Mais surtout, comme c’est désespérant de penser qu’il existe, ici comme ailleurs, tant d’autres priorités : former les commissariats et les gendarmeries à recevoir – efficacement et avec bienveillance – les plaintes pour violences sexistes et sexuelles . Offrir aux personnes sexisées sans domicile et précariséEs des logements dignes et pérennes qui leur permettraient d’échapper à la prédation, loger les mineurEs isoléEs, penser une vraie politique d’accueil pour les gens du voyage, débloquer des fonds pour accompagner les personnes victimes de violences conjugales… Nous, nous sommes en colère. Tout le temps. Nous avons mille raisons de l’être.
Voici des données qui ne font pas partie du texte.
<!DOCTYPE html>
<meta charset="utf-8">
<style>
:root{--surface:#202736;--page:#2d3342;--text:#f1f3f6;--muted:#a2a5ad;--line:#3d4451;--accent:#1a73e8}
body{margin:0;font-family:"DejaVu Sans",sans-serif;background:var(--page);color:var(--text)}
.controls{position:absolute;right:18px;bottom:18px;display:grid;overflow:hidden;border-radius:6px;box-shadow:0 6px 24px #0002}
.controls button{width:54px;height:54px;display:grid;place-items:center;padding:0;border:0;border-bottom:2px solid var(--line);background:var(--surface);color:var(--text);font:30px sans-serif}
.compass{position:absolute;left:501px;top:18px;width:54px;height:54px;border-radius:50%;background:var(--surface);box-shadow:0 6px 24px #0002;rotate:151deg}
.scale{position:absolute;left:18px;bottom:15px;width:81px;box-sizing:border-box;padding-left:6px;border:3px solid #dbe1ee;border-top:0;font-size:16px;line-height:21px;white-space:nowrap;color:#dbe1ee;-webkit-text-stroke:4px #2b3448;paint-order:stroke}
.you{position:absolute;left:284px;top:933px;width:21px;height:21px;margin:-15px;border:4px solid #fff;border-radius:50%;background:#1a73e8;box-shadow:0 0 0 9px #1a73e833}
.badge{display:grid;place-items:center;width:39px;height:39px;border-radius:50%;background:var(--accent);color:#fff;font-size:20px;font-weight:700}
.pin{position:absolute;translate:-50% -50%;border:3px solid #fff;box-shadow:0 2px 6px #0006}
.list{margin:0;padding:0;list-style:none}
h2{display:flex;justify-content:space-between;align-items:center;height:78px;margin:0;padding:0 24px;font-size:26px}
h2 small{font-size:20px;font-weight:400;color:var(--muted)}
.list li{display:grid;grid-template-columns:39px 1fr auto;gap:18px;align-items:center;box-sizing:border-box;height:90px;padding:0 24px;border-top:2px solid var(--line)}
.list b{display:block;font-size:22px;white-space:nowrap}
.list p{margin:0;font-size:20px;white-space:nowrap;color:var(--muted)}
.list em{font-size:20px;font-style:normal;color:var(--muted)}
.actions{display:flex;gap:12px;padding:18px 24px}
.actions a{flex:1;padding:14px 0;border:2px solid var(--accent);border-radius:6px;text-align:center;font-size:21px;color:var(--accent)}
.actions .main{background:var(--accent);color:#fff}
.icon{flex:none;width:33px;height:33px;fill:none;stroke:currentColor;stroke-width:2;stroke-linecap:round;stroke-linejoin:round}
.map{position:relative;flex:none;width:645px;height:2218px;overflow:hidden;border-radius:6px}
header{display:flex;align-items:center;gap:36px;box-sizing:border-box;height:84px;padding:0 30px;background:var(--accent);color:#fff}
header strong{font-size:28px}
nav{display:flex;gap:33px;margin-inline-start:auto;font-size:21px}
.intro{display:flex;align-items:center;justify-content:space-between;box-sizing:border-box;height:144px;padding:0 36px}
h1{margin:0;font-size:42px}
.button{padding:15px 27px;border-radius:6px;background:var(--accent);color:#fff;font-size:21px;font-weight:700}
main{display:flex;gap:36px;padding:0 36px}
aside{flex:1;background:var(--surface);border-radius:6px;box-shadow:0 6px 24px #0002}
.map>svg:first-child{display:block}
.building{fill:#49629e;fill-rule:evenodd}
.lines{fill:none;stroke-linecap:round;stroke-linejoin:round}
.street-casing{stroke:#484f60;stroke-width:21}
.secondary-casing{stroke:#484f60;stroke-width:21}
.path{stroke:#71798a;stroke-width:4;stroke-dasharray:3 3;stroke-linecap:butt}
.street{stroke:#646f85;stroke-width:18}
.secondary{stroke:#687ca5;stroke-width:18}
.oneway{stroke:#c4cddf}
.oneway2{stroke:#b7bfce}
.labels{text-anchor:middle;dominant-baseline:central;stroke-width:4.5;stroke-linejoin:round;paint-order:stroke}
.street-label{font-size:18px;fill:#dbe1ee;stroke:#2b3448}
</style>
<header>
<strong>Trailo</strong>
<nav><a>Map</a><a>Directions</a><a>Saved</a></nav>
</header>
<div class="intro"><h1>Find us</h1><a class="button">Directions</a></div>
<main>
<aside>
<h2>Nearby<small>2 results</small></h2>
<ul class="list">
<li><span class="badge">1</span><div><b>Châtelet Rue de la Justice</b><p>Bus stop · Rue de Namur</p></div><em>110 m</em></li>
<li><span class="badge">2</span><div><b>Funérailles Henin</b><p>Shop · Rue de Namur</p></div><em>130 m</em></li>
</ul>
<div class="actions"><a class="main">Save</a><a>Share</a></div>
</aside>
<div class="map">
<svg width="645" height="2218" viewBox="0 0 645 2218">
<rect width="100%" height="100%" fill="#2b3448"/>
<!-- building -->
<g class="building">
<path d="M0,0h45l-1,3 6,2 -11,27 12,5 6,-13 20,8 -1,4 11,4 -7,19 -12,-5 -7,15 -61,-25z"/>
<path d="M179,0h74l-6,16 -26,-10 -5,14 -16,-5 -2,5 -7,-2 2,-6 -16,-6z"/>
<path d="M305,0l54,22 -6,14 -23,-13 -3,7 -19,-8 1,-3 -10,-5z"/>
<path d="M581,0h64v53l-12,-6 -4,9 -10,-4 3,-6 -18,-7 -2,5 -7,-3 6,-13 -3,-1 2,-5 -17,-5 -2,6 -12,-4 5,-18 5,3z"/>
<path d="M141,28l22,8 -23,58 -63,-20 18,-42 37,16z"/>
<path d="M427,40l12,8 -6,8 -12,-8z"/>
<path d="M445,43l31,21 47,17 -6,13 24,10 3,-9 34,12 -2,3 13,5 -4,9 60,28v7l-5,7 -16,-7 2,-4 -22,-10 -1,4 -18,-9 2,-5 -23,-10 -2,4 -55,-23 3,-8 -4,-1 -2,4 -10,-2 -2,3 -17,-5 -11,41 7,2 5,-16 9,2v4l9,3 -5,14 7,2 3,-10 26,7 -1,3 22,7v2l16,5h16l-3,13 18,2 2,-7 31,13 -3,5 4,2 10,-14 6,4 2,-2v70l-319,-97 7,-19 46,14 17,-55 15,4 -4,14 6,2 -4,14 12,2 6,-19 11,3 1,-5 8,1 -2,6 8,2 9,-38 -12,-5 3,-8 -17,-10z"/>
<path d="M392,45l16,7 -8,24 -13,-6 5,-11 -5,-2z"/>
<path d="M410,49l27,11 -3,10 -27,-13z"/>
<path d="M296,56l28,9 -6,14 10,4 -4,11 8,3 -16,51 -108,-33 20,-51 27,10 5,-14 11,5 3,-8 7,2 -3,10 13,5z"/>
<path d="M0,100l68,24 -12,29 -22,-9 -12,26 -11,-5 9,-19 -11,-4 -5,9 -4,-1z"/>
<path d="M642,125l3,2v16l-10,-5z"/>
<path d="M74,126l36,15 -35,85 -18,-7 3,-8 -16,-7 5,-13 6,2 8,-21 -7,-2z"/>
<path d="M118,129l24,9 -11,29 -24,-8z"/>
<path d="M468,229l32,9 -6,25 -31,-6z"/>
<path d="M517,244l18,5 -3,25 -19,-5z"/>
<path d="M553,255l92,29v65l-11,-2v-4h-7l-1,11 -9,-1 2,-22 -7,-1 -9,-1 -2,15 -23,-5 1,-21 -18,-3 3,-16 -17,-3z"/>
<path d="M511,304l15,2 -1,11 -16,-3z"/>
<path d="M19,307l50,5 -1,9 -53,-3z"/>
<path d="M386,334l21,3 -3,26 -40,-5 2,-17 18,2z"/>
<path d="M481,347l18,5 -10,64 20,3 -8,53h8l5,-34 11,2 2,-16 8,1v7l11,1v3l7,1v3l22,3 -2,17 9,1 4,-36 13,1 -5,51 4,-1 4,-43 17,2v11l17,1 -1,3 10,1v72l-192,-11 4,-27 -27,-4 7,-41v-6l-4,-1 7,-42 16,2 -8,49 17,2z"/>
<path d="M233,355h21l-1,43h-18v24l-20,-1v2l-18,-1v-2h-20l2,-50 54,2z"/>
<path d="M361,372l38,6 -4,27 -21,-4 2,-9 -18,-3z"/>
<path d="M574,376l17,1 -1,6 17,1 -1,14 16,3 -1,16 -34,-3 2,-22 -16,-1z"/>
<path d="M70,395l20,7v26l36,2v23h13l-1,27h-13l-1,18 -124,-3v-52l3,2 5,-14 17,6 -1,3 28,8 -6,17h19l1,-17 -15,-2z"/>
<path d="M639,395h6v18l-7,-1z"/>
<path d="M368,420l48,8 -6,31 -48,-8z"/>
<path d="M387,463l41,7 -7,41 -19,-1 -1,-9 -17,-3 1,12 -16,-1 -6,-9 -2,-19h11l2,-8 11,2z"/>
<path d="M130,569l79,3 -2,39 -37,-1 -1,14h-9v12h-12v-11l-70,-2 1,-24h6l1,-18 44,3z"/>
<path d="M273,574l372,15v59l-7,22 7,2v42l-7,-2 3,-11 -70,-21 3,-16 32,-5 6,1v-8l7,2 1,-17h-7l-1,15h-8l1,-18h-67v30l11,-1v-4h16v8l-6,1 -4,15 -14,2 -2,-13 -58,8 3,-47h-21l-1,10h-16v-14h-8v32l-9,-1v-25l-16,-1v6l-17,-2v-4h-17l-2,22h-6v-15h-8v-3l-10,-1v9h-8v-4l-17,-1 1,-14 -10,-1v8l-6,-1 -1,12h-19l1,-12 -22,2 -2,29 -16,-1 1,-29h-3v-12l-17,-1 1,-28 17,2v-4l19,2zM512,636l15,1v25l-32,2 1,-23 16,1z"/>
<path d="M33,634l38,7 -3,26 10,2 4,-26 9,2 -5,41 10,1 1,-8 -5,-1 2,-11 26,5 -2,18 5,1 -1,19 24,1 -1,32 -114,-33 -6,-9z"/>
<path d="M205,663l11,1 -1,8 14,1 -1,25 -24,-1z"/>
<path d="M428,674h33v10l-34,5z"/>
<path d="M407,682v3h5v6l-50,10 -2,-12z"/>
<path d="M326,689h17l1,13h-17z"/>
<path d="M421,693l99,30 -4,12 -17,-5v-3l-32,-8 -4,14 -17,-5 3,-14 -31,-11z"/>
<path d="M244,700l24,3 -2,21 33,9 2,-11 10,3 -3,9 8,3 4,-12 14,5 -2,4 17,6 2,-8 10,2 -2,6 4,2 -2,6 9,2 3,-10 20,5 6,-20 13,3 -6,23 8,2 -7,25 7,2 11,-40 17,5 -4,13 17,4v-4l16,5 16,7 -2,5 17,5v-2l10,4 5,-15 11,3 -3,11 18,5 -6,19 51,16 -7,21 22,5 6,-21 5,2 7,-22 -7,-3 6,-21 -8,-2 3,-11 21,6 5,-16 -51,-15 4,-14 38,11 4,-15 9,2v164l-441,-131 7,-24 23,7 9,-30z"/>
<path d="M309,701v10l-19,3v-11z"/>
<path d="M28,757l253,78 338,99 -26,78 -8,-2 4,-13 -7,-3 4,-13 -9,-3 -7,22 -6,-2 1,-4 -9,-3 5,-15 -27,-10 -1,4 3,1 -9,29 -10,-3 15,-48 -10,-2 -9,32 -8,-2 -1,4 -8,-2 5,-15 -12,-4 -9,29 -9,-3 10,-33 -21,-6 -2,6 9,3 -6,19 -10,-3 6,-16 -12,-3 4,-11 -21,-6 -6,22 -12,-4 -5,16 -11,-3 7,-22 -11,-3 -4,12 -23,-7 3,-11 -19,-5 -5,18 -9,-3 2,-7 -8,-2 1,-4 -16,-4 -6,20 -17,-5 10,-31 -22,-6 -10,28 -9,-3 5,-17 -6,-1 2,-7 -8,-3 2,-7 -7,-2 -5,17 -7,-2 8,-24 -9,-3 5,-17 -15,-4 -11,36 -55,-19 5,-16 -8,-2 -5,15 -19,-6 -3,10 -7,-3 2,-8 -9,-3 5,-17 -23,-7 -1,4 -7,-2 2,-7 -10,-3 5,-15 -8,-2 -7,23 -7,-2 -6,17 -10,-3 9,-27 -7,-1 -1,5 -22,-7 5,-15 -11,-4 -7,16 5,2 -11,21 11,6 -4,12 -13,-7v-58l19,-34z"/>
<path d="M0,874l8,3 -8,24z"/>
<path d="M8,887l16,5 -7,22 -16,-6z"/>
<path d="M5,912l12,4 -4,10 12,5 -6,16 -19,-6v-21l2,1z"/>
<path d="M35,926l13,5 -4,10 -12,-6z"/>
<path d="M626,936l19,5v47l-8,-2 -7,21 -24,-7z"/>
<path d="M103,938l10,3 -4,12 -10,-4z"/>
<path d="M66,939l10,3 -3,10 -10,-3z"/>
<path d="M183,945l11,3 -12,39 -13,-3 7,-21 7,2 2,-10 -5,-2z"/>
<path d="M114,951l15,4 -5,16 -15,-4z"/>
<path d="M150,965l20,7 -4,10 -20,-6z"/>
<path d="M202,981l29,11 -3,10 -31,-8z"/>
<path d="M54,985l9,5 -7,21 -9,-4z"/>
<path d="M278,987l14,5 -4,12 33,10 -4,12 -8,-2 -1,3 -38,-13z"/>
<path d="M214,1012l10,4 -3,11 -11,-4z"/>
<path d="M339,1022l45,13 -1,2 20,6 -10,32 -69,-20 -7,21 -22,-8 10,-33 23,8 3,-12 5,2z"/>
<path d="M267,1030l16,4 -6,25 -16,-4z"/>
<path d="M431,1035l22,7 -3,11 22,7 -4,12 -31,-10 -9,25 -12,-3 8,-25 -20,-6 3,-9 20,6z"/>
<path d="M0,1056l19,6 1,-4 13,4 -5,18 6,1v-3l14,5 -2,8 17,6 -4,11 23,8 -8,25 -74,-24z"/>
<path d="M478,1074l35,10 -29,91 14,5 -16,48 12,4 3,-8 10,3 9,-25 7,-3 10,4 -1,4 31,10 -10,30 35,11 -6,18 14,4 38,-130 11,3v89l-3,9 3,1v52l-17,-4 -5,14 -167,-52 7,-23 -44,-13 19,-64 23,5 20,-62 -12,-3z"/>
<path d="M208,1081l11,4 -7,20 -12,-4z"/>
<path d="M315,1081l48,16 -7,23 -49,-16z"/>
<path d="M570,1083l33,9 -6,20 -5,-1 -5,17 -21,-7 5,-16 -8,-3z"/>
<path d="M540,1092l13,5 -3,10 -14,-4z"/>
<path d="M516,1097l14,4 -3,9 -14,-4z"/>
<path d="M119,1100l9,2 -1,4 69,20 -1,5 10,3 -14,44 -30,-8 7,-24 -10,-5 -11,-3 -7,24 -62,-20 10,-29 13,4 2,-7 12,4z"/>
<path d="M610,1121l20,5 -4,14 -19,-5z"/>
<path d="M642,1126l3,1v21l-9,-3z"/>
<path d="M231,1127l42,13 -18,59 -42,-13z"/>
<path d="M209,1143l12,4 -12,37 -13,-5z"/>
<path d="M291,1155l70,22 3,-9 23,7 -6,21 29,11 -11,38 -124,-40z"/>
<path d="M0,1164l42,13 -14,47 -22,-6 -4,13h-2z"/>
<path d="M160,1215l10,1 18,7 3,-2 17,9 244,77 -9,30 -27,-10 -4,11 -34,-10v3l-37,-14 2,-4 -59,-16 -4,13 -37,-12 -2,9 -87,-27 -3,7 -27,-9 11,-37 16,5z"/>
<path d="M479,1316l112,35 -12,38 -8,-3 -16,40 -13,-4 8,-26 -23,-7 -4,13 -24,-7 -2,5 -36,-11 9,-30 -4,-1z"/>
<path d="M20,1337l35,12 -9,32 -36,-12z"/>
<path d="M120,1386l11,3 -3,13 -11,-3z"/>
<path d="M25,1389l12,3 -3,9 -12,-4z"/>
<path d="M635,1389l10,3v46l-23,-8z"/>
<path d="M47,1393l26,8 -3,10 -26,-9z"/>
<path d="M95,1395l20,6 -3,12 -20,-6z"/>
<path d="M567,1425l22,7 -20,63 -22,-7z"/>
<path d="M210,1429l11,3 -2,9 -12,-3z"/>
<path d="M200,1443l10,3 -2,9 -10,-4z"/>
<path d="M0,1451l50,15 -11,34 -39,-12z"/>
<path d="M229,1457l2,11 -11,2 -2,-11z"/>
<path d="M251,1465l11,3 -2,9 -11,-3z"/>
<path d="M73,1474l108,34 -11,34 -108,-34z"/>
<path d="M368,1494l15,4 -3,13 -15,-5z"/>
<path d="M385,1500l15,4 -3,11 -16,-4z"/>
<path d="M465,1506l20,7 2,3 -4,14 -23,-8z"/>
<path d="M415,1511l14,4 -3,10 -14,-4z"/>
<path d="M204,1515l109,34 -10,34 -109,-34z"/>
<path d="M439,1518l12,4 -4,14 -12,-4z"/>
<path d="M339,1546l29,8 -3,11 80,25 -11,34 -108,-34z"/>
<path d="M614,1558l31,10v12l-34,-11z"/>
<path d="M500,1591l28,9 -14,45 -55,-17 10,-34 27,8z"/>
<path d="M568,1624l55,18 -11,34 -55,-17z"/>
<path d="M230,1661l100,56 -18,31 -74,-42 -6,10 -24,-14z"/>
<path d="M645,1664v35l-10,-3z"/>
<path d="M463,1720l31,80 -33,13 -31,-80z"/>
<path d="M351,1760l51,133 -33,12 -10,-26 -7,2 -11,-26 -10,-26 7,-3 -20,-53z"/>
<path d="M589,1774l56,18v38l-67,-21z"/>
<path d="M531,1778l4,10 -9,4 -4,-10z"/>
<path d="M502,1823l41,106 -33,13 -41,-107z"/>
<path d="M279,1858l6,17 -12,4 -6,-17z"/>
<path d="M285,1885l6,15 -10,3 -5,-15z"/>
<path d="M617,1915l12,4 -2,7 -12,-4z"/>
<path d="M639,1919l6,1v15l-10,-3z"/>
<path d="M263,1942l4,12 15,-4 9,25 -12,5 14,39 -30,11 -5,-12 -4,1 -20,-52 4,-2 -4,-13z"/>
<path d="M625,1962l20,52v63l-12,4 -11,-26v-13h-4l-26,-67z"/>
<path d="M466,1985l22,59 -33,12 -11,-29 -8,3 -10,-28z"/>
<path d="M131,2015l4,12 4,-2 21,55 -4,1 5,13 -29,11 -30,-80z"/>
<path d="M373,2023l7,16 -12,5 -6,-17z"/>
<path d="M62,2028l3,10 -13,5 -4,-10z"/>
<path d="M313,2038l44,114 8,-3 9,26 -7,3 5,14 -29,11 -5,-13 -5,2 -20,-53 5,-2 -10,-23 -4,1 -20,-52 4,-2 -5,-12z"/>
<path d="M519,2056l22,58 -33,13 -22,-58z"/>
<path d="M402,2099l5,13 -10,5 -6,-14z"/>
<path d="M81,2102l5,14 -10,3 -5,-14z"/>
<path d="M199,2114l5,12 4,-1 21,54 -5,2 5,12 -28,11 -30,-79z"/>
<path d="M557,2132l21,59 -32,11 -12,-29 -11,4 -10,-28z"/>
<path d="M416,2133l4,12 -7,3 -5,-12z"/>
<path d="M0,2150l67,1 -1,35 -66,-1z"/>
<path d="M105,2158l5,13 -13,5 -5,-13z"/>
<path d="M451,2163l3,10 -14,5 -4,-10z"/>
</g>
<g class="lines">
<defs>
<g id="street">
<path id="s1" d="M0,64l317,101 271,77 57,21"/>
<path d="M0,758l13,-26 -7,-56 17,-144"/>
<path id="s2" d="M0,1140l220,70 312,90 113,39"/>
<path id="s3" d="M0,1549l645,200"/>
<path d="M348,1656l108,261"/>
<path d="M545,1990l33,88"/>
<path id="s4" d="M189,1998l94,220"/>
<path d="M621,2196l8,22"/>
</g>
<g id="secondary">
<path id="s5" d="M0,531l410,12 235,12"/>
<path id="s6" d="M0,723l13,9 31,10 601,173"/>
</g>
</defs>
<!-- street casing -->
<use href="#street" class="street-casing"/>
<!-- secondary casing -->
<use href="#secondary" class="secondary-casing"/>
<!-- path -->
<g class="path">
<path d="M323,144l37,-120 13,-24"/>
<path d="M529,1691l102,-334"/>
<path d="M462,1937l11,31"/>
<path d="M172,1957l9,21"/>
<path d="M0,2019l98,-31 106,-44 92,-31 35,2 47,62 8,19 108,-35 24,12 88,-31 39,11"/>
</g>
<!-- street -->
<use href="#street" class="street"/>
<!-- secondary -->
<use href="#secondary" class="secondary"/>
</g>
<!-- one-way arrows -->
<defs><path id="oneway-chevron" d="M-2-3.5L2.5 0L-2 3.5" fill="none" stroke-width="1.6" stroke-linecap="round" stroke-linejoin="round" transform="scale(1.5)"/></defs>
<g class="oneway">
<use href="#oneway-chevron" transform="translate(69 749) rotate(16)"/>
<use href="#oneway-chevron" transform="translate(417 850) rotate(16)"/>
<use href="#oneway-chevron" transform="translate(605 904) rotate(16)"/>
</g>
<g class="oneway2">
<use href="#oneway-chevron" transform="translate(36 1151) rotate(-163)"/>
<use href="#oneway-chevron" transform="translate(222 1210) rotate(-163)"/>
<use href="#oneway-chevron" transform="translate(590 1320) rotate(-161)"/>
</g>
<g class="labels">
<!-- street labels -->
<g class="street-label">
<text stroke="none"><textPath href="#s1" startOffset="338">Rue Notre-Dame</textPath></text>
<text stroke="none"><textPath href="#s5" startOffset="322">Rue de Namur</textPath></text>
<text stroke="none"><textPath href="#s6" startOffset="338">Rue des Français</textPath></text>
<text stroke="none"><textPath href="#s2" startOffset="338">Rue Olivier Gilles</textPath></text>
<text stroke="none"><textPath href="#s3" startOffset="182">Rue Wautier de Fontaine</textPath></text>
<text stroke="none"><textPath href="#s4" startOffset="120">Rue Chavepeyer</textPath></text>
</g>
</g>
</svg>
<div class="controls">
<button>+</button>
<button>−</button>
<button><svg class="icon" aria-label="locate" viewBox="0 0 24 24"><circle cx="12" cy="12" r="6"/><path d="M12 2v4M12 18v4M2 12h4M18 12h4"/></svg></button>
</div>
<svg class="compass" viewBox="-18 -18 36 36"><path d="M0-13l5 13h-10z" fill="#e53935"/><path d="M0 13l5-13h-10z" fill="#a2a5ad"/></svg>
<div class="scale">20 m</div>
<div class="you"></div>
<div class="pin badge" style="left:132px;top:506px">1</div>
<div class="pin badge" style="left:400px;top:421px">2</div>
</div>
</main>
Nous sommes en colère de voir que lorsque des initiatives féministes ont lieu, c’est pour enlever des droits supplémentaires et des revenus à des personnes qui ne demandent qu’à travailler comme elles le veulent et à exister. Nous sommes en colère de devoir nous battre encore et d’avoir à demander encore un féminisme intersectionnel qui laisse la parole aux concernéEs, d’espérer une vraie alliance et une vraie solidarité par et pour toustes les personnes sexisées. On aimerait vraiment pouvoir promettre que le féminisme sera intersectionnel, déter’ et solidaire, quoiqu’il en coûte. Mais on se battra encore pour l’obtenir. Contre les violences patriarcales, c’est ensemble que nous lutterons.
L., une TDS.
Illustration d’en-tête : Fin de cortège place de la Révolution, le 8 mars 2024.